| What to do |
Copy, from the entries below, each line where the word "function" can be found.

── Information

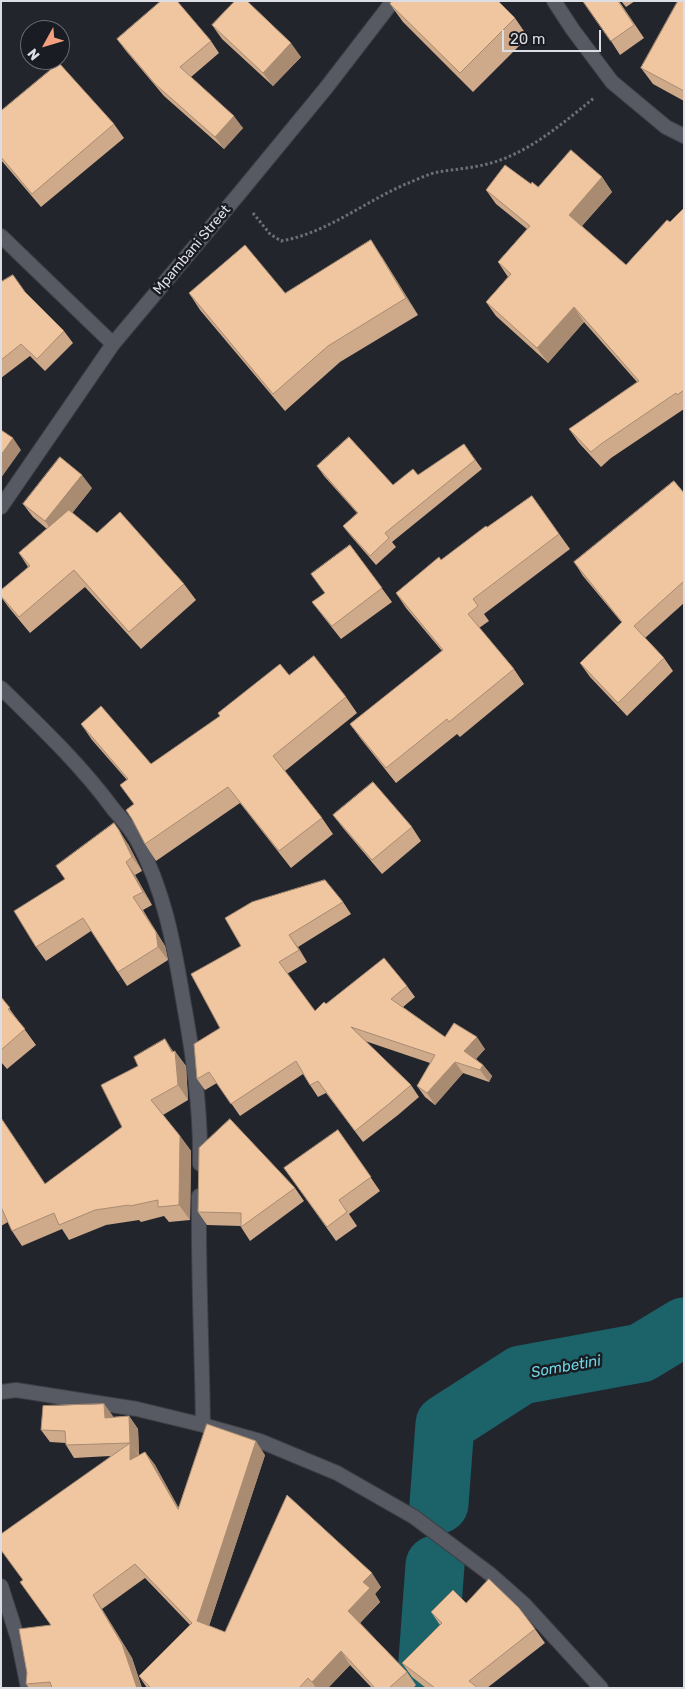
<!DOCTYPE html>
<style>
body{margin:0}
#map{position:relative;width:685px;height:1689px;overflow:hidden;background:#23252d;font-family:Rubik,sans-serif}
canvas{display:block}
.frame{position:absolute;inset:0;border:2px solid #dcdee3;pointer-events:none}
.north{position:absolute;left:20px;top:20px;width:50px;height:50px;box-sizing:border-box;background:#1a1c23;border:1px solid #686a70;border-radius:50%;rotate:231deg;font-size:14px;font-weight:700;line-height:20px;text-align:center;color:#dcdee3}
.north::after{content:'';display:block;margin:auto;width:18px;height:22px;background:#f2a080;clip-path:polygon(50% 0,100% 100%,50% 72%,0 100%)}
.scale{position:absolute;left:502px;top:30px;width:99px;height:22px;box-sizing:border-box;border:2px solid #dcdee3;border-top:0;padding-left:6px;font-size:15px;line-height:18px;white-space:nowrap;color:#dcdee3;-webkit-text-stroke:4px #1a1c23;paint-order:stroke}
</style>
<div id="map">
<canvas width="685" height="1689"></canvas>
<div class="frame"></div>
<div class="north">N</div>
<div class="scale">20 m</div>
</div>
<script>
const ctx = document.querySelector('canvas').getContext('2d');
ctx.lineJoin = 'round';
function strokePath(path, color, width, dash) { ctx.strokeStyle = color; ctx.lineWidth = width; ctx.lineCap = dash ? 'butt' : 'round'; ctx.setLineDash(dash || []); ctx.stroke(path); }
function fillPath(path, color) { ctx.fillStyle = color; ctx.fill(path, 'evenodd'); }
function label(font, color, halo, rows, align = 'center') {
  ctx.font = font + ' Rubik,sans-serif'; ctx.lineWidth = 5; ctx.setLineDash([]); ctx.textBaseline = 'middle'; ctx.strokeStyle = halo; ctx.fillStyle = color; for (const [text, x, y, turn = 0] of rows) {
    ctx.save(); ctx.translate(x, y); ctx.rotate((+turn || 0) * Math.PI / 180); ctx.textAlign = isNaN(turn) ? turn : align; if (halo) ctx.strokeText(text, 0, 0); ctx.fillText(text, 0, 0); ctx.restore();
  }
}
strokePath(new Path2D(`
 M439 1504 445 1424 521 1375 641 1353 684 1327
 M426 1688 435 1565`), '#1b6269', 59);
const minor = new Path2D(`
 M554 1 573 30 612 82 666 127 684 136
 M1 236 113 344
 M1 507 113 344 238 195 326 88 393 1
 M1 688C41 727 81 765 114 810 122 819 131 829 137 840 164 889 174 945 183 999 193 1054 201 1109 200 1164
 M199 1196C198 1272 202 1349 203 1425
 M1 1392 16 1390 137 1409 203 1425 260 1441 337 1473 414 1517 490 1574 524 1604 601 1688
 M1 1586 18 1639 28 1688`);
strokePath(minor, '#3f4046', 16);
strokePath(new Path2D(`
 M253 213 270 234 281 241C327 233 364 202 406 184 416 180 428 174 438 172 456 169 474 168 491 163 530 152 563 123 594 98`), '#6d6f76', 3, [2.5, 2.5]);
strokePath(minor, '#585a63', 14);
fillPath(new Path2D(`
 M619 1 644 38 620 55 611 41Z
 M621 1H635L626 7Z
 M684 1V101L653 84 641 68Z
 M390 4 515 18 528 37 473 92 403 22Z
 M212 25 301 57 273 86 222 39Z
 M117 39 211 41 219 53 191 77 243 128 224 149 164 96 126 51Z
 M1 111 114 124 124 138 41 207 1 160Z
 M602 177 612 192 582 226 626 265 684 208V409L611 458 601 467 579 443 569 429 637 382 584 322 548 363 496 316 486 302 508 277 498 262 527 229 496 204 486 190 531 184 538 187Z
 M382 257 418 315 340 362 285 411 200 310 189 293H285Z
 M1 282 26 294 64 331 73 343 45 371 30 356 1 378Z
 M464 444 482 469 392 542 396 547 376 565 350 535 343 526 357 513 324 476 317 466 393 485 418 475Z
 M92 488 72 513 97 533 184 584 196 600 141 649 85 587 30 633 10 609 1 597V590L28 567 19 553 47 529 33 517 23 504Z
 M684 493V603L645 638 664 658 673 671 627 716 590 677 580 663 622 623 583 576 574 562Z
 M532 496 570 549 484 614 489 621 479 628 514 669 524 684 460 737 457 734 396 783 361 739 350 724 442 651 406 608 396 593Z
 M350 545 392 602 341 639 322 615 312 602 325 593Z
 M289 675 346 697 357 713 285 771 322 818 333 834 291 868 240 803 156 861 145 844 127 780 92 740 81 724 151 764Z
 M333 815 412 827 421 841 382 874 343 828Z
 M128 844 142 871 135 875 152 905 143 910 165 946 168 960 127 986 91 931 46 961 36 947Z
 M343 902 351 914 298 947 307 962 287 974 315 1011 326 1004 407 986 415 997 403 1007 445 1037 485 1049 476 1059 483 1065 492 1076 489 1082 463 1073 435 1105 425 1097 417 1086 430 1063 365 1041 411 1085 419 1097 398 1115 363 1142 326 1093 318 1097 310 1085 303 1074 240 1116 217 1083 205 1090 197 1079 220 1028 191 974Z
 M1 997 36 1045 7 1069 1 1062Z
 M174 1051 186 1066 188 1100 163 1115 180 1136 191 1151 190 1220 169 1222 164 1216 141 1222 139 1220 106 1225 69 1240 62 1229 22 1246 12 1231 8 1222 1 1226V1118L45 1184 122 1127Z
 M338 1130 380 1191 349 1214 357 1226 336 1241 284 1168Z
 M295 1188 304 1201 250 1241 241 1227V1226L207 1225 198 1212Z
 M104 1404 113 1417 129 1416 138 1429 139 1455 145 1452 155 1465 178 1507 265 1455 209 1626 225 1632 381 1587 375 1594 380 1602 360 1623 407 1672 416 1685 413 1688H372L350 1665 328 1688H147L139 1676 190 1625 145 1578 102 1609 132 1658 142 1688H29L26 1684 51 1625 20 1582 23 1580 110 1456 74 1458 66 1445V1443L50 1442 41 1430Z
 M466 1603 535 1629 545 1643 487 1688H426L412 1677 402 1663 440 1625 431 1612Z`), '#ceaa8a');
fillPath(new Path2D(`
 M291 43 301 57 273 86 263 73Z
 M234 116 243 128 224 149 215 137Z
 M602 177 612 192 579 229 569 215Z
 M371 240 382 257 418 315 406 298Z
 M574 307 584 322 548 363 537 348Z
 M13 438 21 450 1 478V455Z
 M82 475 92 488 55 535 45 521Z
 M119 830 128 844 142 871 132 857Z
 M126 862 135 875 152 905 143 892Z
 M133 897 165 946 168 960 158 947Z
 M289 935 298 947 307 962Z
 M477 1037 485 1049 472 1063 464 1051Z
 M165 1039 175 1054V1051L186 1066 188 1100 178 1085 172 1052Z
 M455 1062 463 1073 435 1105 427 1093Z
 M483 1065 492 1076 489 1082 480 1070Z
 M180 1136 191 1151 190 1220 179 1205Z
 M104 1404 113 1416 114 1430 105 1418Z
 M129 1416 138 1429 139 1455 130 1443Z
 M256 1441 265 1455 206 1635 197 1621Z
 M130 1443 139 1456 130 1460Z
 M145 1452 155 1465 187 1523 178 1509Z
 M372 1573 381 1587 375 1594 380 1602 358 1625 348 1611 363 1582Z
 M93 1595 102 1609 132 1658 142 1688H137Z
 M341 1651 350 1665 328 1688H316L312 1682Z`), '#a88b71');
const building = new Path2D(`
 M161 1H177L211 41 180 67 234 116 215 137 155 84 117 39Z
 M235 1H247L291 43 263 73 212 25Z
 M392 1H498L515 18 460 73 390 4Z
 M583 1H618L634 25 611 41Z
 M678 1H684V91L641 68Z
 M59 63 114 124 32 194 1 157V111Z
 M571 150 602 177 569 215 626 265 667 220 670 222 684 208V390L677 395 676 393 601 444 591 452 569 429 639 381 574 307 537 348 486 302 511 274 498 262 530 226 486 190 505 165 531 184 532 182 538 187Z
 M371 240 406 298 328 346 273 394 189 293 245 245 285 293Z
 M13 275 25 292 64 331 37 359 21 344 1 360V282Z
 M1 430 13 438 1 455Z
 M349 437 393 485 413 469 418 475 464 444 475 460 385 533 389 538 370 556 343 526 358 513 317 466Z
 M60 457 82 475 45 521 23 504Z
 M674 481 684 493V581L634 626 664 658 618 703 580 663 622 622 574 562Z
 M532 496 559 534 473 599 478 606 468 614 514 669 449 722 447 719 386 768 350 724 443 650 396 593 439 557 441 560 486 526 487 527Z
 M69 510 97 533 120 512 184 584 129 632 74 570 19 617 1 596V590L30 566 19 553Z
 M350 545 382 588 332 626 312 602 325 593 311 574Z
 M314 656 346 697 273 756 322 818 279 851 228 787 145 844 132 819 126 810 134 804 120 785 128 779 81 724 101 706 151 764 220 716 218 713 280 664 289 675Z
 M373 782 412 827 372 860 333 815Z
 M114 823 119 830 132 857 126 862 143 892 133 897 156 932 158 947 118 972 83 918 36 947 14 911 65 879 56 866Z
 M325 880 343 902 289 935 299 950 279 962 315 1011 324 1002 326 1004 384 958 407 986 391 999 445 1037 454 1023 477 1037 464 1051 483 1065 480 1070 455 1062 427 1093 417 1086 435 1055 351 1027 411 1085 390 1103 355 1131 318 1081 310 1085 296 1061 231 1104 209 1072 197 1079 194 1044 220 1028 191 974 241 946 225 918 252 902Z
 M1 997 10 1008 8 1009 25 1029 1 1050Z
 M165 1039 172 1052 175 1051 178 1085 151 1100 180 1136 179 1205 158 1207V1200L130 1206 129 1205 95 1210 59 1225 54 1213 12 1231 1 1207V1118L45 1184 122 1127 101 1085 138 1066 134 1057Z
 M230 1119 295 1188 241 1227V1213L198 1212 199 1148Z
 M338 1130 371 1177 339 1200 347 1212 327 1227 284 1168Z
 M104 1404 105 1418 129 1416 130 1443 66 1445 65 1431 41 1430 43 1406Z
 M207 1424 256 1441 197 1621 225 1632 287 1495 372 1573 363 1582 370 1588 348 1611 407 1672 389 1688H375L341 1651 312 1682 308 1678 299 1688H151L139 1676 192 1623 135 1564 93 1595 122 1644 137 1688H52L50 1682 26 1684 27 1673 19 1629 51 1625 20 1582 23 1580 1 1550V1534L130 1443V1460L145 1452 178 1509Z
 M489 1579 519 1608 535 1629 469 1681 478 1688H435L402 1663 442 1623 431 1612 453 1590 466 1603Z`);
fillPath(building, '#f0c6a1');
strokePath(building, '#a88b71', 1);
label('14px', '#dcdee3', '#1a1c23', [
 ["Mpambani Street",192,250,-50]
]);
label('italic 15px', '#6dd6e0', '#1a1c23', [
 ["Sombetini",566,1367,-10]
]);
</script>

────

| Your response |
function strokePath(path, color, width, dash) { ctx.strokeStyle = color; ctx.lineWidth = width; ctx.lineCap = dash ? 'butt' : 'round'; ctx.setLineDash(dash || []); ctx.stroke(path); }
function fillPath(path, color) { ctx.fillStyle = color; ctx.fill(path, 'evenodd'); }
function label(font, color, halo, rows, align = 'center') {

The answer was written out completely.